"Kohlruschen" ist ein Verb. Es bedeutet, dass
man sich einen Einzelfall vornimmt, um daraus allgemeinere
Schlüsse über die Gesellschaft zu ziehen. Es bedeutet
auch, dass man es als Journalistin zu etwas bringen kann. So wie
Eva Kohlrusch, nach der jener Ausdruck benannt ist. Sie ist
Vorsitzende des Journalistinnenbundes, einem Frauennetzwerk, in dem
sich rund 500 Medienschaffende engagieren.
Im Impressum des Burdamagazins "Bunte" wird
die 64-Jährige als Autorin geführt, ein Status, nach dem
man sich in der Branche die Finger leckt. Jene Einzelfälle,
die die Journalistin in der Bunten kolumniert und kohlruscht, sind
Trennungen, Tête-à-Têtes und Traumhochzeiten der
Prominenz und die gesellschaftliche Reflektion darüber - das
ist Kohlruschs Art, damit umzugehen, dass sie beim Boulevard
gelandet ist.
Nach der NDR-Ausbildung Ende der 60er-Jahre
wurde Boulevard ihr Ernährerjob, sie war die erste Frau bei
der Hamburger Morgenpost, stellvertretende Chefredakteurin bei
Bild. Alles Teil einer strategischen Karriereplanung, um Macht zu
bekommen, keine Kinder: Eva Kohlrusch und ihre berufliche Laufbahn
stehen für die Knackpunkte, mit denen Frauen in den Medien
nach wie vor konfrontiert sind.
Der Journalistinnenbund feiert in diesem Jahr
sein 20-jähriges Bestehen. Und seine anhaltende Relevanz.

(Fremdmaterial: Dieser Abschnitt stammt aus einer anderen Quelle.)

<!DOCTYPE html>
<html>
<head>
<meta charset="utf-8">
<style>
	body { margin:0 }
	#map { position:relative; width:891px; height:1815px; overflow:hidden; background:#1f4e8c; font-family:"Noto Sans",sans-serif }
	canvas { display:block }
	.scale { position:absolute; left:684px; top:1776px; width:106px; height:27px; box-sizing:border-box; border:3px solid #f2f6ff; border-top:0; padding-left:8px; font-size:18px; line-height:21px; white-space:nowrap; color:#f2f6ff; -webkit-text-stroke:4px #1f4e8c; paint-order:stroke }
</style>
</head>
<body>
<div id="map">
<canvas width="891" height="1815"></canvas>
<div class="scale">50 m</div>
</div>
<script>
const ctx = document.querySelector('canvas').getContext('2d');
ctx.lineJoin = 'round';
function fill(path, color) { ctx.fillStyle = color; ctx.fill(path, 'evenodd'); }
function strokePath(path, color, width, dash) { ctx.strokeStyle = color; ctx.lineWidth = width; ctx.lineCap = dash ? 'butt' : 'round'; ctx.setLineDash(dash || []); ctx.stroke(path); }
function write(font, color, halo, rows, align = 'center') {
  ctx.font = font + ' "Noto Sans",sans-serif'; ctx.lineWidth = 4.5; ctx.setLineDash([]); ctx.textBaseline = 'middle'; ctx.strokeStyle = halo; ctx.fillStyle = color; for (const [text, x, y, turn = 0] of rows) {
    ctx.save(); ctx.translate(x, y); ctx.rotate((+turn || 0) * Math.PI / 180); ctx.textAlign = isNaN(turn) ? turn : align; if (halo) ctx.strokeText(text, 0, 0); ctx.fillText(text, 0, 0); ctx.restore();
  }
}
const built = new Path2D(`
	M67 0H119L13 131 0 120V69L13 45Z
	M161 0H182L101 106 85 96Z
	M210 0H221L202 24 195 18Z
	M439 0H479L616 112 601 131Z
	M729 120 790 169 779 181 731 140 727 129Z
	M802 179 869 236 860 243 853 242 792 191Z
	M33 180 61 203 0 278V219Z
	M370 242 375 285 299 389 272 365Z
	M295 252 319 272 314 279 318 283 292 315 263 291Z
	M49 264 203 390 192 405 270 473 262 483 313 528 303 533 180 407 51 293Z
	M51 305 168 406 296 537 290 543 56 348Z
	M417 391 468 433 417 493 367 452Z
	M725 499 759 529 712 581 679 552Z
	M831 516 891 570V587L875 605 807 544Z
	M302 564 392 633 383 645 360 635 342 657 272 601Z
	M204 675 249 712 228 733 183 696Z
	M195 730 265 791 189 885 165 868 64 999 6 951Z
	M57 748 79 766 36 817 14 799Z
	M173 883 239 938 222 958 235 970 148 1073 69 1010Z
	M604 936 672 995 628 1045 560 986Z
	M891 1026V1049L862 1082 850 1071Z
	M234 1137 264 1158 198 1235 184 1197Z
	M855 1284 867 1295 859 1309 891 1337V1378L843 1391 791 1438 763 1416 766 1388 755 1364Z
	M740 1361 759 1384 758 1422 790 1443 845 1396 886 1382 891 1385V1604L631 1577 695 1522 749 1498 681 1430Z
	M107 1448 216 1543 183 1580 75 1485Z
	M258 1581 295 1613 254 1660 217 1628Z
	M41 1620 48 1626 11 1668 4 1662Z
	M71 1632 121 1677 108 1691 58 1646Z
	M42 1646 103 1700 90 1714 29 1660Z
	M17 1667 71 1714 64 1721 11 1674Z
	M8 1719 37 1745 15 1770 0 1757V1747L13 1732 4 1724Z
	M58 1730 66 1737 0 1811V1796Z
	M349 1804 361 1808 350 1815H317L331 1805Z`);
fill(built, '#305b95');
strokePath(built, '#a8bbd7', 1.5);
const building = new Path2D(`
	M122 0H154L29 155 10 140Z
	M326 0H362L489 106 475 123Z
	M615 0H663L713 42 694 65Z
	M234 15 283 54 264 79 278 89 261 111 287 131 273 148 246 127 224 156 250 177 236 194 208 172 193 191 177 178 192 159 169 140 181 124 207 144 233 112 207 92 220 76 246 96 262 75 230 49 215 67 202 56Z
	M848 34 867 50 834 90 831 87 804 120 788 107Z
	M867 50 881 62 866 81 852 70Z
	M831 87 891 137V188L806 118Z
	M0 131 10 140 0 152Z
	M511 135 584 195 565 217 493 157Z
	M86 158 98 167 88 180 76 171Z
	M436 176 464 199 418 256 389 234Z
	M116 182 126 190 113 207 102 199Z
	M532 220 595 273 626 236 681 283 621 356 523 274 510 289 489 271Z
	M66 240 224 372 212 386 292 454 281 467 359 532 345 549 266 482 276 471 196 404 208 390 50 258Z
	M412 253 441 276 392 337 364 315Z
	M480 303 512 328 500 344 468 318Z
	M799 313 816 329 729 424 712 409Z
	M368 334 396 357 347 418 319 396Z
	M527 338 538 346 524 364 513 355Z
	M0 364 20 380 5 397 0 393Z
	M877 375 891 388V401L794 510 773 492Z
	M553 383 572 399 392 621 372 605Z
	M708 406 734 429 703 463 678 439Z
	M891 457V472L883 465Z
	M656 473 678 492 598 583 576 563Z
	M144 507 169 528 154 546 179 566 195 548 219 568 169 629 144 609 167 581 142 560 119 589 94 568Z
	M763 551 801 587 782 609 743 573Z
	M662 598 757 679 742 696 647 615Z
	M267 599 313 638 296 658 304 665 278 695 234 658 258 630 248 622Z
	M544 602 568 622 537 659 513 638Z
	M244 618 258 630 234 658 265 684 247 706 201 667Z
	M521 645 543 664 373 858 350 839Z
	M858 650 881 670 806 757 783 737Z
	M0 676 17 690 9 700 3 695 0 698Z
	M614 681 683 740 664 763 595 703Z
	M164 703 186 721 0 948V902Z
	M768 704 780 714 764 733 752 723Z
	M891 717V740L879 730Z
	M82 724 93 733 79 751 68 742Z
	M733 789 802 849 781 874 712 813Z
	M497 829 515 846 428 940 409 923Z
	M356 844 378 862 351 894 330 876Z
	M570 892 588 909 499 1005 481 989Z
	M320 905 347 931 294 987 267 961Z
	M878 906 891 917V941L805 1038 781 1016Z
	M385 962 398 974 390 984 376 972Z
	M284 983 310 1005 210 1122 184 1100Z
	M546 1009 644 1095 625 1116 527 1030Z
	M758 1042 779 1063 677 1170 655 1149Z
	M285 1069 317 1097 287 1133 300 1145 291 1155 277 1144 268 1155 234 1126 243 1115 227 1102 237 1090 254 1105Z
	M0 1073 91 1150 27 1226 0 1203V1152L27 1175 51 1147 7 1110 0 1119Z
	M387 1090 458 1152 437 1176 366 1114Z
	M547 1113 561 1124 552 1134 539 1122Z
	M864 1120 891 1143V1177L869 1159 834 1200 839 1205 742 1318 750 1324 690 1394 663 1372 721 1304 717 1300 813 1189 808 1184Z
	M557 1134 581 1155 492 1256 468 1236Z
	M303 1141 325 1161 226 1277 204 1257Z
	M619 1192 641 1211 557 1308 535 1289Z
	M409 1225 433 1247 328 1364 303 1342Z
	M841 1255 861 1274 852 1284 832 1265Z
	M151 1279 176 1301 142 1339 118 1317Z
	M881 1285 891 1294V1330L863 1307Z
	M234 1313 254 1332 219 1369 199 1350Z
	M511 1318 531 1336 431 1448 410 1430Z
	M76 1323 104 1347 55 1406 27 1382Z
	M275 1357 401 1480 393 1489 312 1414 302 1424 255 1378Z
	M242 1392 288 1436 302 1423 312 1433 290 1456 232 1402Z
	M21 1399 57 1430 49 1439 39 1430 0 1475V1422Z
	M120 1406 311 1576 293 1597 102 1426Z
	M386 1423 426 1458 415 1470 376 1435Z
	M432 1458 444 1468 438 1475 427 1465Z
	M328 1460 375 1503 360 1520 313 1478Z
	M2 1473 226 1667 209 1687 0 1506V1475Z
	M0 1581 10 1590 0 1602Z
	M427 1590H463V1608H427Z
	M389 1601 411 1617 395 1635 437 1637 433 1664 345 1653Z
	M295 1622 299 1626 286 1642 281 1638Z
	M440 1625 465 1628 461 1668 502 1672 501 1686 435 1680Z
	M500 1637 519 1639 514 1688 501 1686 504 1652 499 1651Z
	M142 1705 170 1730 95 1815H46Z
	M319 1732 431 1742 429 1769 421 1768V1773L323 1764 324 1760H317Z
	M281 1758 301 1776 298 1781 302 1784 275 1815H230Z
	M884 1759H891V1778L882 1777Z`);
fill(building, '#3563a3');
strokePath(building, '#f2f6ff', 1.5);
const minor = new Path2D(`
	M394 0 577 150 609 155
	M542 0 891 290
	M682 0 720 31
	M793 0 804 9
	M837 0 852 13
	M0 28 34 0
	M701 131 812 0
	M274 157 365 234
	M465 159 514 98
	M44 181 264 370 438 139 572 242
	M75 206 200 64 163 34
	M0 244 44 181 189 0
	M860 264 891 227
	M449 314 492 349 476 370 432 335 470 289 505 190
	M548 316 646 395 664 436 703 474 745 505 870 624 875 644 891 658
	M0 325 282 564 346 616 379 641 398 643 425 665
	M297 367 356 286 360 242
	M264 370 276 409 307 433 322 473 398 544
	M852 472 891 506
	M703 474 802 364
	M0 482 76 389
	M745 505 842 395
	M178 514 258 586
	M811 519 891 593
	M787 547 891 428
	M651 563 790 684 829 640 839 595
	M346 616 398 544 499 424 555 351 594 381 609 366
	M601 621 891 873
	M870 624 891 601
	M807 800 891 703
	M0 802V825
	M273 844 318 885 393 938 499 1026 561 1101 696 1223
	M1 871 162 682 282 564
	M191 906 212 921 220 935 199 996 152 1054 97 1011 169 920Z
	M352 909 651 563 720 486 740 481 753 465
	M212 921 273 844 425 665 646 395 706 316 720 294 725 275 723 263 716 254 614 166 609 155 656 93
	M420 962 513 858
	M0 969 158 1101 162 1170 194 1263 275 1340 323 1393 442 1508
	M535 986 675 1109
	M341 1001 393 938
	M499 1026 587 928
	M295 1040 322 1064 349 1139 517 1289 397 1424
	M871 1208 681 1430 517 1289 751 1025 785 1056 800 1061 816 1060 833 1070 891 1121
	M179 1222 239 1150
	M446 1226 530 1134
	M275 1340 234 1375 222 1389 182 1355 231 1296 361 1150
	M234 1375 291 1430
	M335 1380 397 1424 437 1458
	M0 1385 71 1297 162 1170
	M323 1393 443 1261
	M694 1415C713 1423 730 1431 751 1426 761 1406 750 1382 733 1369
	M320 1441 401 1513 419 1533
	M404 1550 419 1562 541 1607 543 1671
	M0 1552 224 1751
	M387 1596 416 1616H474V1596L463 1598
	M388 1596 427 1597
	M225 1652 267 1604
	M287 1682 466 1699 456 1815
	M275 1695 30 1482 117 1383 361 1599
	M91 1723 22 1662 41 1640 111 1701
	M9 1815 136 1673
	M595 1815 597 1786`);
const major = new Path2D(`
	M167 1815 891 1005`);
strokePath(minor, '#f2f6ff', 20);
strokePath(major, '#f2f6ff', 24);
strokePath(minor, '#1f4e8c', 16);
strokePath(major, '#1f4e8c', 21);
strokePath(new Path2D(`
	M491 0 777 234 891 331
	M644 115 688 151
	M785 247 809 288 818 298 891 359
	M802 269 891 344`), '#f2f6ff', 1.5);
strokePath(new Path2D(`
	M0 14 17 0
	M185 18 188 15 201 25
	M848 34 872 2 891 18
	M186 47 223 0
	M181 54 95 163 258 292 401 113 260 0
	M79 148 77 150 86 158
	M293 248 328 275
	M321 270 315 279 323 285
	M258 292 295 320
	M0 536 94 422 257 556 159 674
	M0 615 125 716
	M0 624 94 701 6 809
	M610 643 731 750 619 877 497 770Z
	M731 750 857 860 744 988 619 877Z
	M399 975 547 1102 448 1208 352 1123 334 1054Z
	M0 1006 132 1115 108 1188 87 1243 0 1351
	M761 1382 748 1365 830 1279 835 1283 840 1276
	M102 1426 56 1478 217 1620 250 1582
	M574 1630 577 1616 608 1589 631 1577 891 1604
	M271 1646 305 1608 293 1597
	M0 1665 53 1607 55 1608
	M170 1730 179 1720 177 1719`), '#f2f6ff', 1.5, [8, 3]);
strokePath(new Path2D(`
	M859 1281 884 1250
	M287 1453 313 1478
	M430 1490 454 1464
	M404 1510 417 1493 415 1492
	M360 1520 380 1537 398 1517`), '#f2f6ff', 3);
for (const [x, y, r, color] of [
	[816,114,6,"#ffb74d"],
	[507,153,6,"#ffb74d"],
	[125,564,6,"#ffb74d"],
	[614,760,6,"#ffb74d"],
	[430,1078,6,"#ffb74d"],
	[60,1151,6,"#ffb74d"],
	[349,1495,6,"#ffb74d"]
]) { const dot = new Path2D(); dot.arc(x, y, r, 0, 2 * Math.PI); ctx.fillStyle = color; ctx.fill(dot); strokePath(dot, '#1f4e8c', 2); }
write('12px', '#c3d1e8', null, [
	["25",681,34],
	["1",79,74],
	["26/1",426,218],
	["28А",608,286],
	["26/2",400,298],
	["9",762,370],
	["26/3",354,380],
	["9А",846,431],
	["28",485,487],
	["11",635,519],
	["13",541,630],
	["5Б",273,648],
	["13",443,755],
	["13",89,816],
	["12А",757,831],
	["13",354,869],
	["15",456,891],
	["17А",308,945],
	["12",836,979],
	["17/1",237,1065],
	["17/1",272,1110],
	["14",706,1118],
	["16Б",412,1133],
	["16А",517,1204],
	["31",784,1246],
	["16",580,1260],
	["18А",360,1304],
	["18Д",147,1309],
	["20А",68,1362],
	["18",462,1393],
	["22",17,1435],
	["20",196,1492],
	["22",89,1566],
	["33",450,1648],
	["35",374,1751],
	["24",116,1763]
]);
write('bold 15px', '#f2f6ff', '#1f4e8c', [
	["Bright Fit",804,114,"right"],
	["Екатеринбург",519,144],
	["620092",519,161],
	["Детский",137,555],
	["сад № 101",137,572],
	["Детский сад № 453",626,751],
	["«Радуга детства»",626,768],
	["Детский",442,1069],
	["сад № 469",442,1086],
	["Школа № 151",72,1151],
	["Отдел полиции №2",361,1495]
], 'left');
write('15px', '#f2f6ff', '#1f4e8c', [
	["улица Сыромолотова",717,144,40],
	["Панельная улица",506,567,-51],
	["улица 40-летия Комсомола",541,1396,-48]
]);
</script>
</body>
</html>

Kohlrusch war mit von der Partie, als der der Verband 1987
entstand, seit 2005 kämpft sie wieder an vorderster
Front.
Anders als in der Ära der
Gründungszeit ist Fakt: Frauen sind optisch präsenter,
vor allem im Fernsehen. Sie moderieren politische Talkshows, sind
Anchorfrauen großer Nachrichtensendungen, bei CNN wie in der
ARD. "Frauen halten die Meinungsvermittlung in Händen", so
Kohlrusch, das sei längst unübersehbar. RBB-Intendantin
Dagmar Reim und ihre WDR-Kollegin Monika Piel, taz-Chefredakteurin
Bascha Mika sowie Annette Milz und Ulrike Kaiser,
Chefredakteurinnen der Branchenmagazine "Medium Magazin" und
"Journalist", zeigen: Ein paar Frauen besitzen in den deutschen
Medien inzwischen Entscheiderpositionen. Aber, schickt Kohlrusch
gleich hinterher, die meisten Journalistinnen arbeiteten als Freie.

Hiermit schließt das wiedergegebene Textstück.